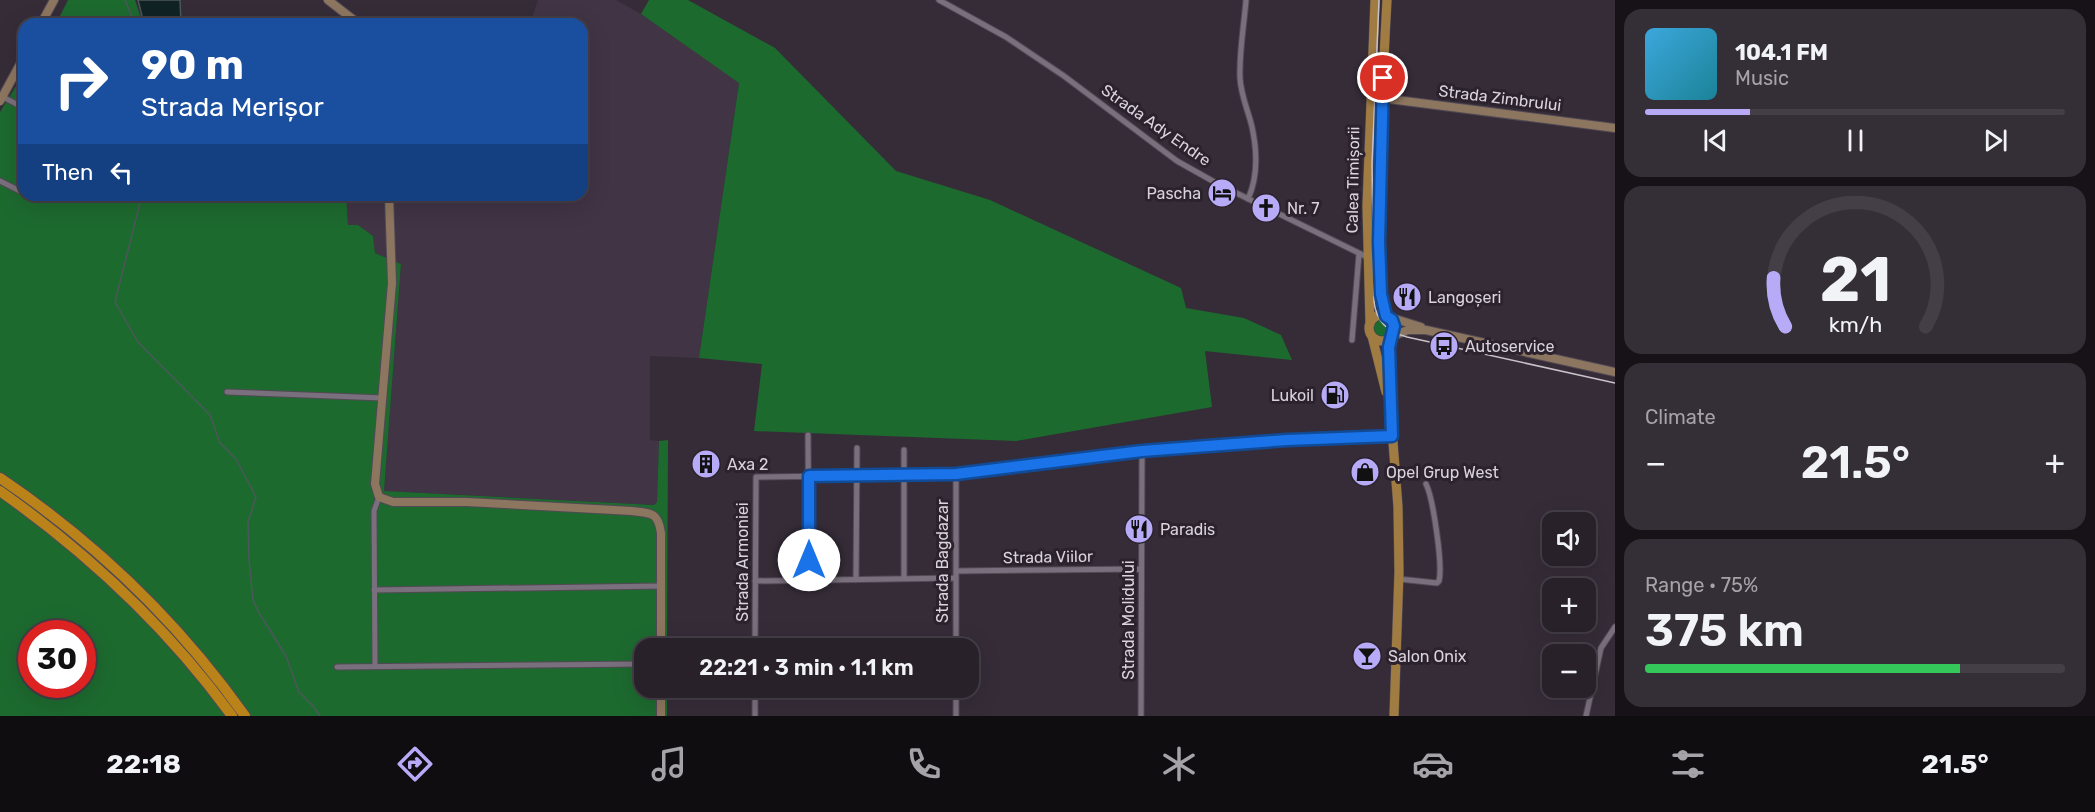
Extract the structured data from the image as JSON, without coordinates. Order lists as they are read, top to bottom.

::::

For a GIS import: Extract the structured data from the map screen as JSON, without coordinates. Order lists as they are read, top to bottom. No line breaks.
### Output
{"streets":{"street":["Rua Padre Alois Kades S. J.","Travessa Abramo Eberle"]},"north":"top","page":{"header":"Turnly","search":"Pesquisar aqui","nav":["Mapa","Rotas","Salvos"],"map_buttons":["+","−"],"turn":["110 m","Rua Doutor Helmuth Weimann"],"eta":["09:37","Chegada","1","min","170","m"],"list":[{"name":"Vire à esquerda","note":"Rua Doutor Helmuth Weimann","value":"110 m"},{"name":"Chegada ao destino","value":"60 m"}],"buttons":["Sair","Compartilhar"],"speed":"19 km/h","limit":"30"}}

::::

Problem details: Would you copy out each line of the records above where the word "structured" occurs?

Answer section:
Extract the structured data from the image as JSON, without coordinates. Order lists as they are read, top to bottom.
For a GIS import: Extract the structured data from the map screen as JSON, without coordinates. Order lists as they are read, top to bottom. No line breaks.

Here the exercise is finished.